In the pathogenesis of depression, the increased pro-inflammatory cytokines in the brain are known to impair neuronal functions by down-regulating the expression of BDNF (Cheng et al., 2019). Inhibition of the progression of neuroinflammation could be accompanied with an enhancement of BDNF expression (Li et al., 2021). Our results showed that I3C supplementation could prevent the CSDS-induced decreases in BDNF contents in the hippocampus and prefrontal cortex, suggesting that the increased BDNF upon repeated I3C treatment could be due to pro-inflammatory cytokine decrease. The increased pro-inflammatory cytokines can also induce a cascade involving oxido-nitrosative stress, during which the increased nitrite together with the reactive oxygen species mediates the progression of depression likely through down-regulation of BDNF expression (Cheng et al., 2019; Lima Giacobbo et al., 2019; Kangwei Li et al., 2020). Thus, searching drugs that can suppress oxido-nitrosative stress may be an attractive strategy for the treatment of depression. Our results showed that repeated I3C treatment prevented the CSDS-induced increases in MDA and nitrite levels and decreases in GSH contents in the hippocampus and prefrontal cortex, suggesting that besides overcoming the overactivated neuroinflammatory response, protecting against oxido-nitrosative stress could be another potential mechanism for the antidepressant-like effect of I3C.

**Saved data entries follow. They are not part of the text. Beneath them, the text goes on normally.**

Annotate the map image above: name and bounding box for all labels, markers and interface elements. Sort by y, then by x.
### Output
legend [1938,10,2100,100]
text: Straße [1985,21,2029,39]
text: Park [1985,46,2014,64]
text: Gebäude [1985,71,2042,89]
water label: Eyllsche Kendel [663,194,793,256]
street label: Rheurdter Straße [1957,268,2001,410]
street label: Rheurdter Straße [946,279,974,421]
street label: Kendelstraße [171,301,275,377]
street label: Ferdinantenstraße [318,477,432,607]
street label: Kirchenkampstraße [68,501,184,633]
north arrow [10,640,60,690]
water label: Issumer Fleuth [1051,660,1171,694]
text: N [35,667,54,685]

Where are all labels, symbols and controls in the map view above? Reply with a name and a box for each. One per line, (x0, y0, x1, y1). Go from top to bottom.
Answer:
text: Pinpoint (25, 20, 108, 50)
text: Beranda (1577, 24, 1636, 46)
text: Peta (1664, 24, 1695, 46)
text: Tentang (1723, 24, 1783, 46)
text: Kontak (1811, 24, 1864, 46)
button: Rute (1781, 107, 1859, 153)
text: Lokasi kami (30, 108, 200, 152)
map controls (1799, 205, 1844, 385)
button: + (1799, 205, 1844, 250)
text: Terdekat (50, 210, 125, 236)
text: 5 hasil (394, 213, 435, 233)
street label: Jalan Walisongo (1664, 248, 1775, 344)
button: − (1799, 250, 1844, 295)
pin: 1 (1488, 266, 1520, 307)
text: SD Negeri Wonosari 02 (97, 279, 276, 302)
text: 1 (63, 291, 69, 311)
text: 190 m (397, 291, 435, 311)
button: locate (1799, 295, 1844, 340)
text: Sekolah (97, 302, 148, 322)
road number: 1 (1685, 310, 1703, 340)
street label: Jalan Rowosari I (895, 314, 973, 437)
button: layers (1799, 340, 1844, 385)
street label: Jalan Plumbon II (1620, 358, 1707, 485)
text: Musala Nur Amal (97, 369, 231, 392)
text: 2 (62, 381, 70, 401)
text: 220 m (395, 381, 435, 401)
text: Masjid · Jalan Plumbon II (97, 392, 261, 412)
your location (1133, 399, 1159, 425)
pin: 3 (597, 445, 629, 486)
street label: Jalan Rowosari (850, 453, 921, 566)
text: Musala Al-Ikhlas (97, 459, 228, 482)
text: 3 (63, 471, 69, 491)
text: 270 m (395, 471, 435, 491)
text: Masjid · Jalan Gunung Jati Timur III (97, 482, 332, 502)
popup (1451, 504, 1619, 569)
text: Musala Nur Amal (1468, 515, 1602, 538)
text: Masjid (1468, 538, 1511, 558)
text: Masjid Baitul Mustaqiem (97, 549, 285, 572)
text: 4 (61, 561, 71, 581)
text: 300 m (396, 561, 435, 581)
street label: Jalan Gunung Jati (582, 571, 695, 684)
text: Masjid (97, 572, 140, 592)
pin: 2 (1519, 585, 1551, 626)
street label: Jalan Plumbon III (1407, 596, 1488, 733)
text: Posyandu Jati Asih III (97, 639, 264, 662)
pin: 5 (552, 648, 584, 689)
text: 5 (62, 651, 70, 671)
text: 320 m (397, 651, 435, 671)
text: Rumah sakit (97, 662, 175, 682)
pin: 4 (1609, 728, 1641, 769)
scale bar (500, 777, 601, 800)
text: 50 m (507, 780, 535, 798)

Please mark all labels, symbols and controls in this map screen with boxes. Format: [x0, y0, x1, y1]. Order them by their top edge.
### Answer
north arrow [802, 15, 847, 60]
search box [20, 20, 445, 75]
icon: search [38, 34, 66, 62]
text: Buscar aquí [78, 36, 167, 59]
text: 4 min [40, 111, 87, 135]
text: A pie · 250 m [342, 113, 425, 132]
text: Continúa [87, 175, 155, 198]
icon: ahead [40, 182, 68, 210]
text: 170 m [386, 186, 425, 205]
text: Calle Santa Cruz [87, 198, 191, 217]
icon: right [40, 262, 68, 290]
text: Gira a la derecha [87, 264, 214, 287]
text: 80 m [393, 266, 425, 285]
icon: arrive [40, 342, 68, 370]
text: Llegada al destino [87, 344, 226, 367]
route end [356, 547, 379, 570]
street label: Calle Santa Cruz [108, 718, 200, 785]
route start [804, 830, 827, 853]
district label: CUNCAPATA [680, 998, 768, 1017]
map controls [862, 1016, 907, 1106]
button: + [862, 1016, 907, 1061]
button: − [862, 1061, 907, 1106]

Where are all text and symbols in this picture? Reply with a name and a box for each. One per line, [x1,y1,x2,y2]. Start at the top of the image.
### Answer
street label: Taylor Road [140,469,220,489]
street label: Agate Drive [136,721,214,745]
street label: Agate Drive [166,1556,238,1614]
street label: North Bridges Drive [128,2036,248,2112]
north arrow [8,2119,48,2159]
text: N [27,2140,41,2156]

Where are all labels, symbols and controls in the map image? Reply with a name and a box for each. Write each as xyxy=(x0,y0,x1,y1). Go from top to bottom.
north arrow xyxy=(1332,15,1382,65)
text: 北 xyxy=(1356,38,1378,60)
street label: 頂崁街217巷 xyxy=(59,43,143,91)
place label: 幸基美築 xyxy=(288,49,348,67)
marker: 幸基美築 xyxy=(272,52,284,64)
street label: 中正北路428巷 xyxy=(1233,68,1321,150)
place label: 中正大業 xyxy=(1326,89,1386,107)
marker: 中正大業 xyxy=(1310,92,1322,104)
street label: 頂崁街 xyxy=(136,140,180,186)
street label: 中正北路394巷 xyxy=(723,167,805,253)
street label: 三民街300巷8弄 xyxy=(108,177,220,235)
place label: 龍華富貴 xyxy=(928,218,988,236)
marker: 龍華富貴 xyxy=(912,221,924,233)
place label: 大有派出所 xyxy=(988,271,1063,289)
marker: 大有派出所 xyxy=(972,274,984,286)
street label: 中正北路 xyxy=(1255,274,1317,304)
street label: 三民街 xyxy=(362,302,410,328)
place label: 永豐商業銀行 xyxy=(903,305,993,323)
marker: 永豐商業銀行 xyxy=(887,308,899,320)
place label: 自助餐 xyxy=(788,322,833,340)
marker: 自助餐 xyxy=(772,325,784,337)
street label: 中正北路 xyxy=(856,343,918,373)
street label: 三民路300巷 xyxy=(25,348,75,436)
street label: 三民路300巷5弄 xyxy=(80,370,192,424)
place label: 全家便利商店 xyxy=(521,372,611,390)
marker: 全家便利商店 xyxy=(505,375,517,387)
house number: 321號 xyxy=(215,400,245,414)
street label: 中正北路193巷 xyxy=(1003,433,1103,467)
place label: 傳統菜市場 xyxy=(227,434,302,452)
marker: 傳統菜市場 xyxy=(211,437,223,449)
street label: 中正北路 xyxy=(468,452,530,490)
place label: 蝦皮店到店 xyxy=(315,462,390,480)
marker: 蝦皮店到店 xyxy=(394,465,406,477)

As the oxido-nitrosative stress and the impairment of the BDNF signal in the brain are also known to mediate the pathogenesis of anxiety (Li et al., 2017; Olugbemide et al., 2021), our findings about the regulatory effect of I3C on oxido-nitrosative stress and the BDNF signal should reveal a possible role of I3C in amelioration of anxiety; however, the fact is that the I3C supplementation did not prevent the CSDS-induced anxiety-like behaviors in mice. Thus, it is reasonable to conclude that under stress conditions, the increased pro-inflammatory cytokines and oxidative-nitrosative stress and the impairment of the BDNF signal, at least in the hippocampus and prefrontal cortex, may not contribute to the progression of anxiety-like behaviors in chronically stressed animals. Although the pathogenesis of anxiety involves a variety of biological processes and brain regions, the failure of I3C to prevent the occurrence of anxiety-like behaviors in CSDS mice may provide a great chance to re-visit the pathogenesis of anxiety.

Conclusion

Our results showed that repeated I3C treatment selectively prevented the CSDS-induced depression- but not anxiety-like behaviors in mice, with an attenuation of neuroinflammation and oxido-nitrosative stress as well as an increase in BDNF levels in the brain. These findings may help to develop drugs with specific effects on depression. However, it is necessary to point out that we still do not know why the repeated I3C treatment specifically prevents depression-like behaviors as well as the production of pro-inflammatory cytokines in the brain. In future studies, we should clarify the roles of the targets that mediate the pharmacological effects of I3C, such as the neural precursor cell expressed, developmentally down-regulated 4, E3 ubiquitin protein ligase (Nedd4-1) and aryl hydrocarbon receptor (AHR) (Aronchik et al., 2014; Mohammadi et al., 2018), in the herein-observed effect of I3C.